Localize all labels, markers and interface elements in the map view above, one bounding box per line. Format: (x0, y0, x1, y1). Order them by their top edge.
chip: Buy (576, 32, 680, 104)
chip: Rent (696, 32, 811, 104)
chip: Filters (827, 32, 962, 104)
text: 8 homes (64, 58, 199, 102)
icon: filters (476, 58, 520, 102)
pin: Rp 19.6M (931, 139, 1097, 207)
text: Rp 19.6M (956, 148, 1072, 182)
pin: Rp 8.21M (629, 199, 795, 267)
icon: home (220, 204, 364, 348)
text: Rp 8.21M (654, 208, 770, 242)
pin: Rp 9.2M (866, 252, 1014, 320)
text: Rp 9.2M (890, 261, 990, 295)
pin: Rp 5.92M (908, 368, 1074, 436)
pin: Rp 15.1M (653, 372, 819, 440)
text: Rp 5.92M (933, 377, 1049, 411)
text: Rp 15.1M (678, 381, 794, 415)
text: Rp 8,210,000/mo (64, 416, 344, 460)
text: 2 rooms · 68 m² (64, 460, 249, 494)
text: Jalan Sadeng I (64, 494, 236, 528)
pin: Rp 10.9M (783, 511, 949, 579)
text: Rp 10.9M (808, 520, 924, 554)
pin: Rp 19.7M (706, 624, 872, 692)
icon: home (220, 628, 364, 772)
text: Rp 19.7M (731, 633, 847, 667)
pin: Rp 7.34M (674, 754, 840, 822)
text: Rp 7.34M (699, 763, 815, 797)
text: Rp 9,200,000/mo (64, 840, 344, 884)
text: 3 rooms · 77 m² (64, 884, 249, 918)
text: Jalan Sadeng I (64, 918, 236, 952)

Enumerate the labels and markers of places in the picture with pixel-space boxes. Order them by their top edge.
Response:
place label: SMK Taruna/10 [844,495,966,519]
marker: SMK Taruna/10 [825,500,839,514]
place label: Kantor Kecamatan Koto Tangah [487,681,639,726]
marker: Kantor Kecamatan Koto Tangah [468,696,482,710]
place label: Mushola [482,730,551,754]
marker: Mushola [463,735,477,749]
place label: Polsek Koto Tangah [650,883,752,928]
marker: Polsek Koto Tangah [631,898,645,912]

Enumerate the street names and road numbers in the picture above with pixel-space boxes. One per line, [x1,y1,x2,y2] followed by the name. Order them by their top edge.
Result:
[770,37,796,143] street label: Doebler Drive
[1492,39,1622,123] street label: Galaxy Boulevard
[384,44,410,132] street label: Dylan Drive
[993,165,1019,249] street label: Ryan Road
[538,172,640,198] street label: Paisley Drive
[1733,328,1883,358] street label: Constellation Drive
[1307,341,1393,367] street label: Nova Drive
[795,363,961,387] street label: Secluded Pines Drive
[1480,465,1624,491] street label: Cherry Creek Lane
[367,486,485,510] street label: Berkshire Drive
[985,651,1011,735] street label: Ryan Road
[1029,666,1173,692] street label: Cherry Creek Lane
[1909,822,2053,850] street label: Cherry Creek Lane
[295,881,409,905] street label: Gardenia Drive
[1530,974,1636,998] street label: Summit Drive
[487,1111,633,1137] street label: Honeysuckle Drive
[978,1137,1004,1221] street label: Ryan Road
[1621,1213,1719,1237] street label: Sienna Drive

-*-

:: WHAT YOU ARE ASKED TO DO ::
Tell how many lines above include "space", and add no other text.

:: ANSWER TO THE EXERCISE ::
2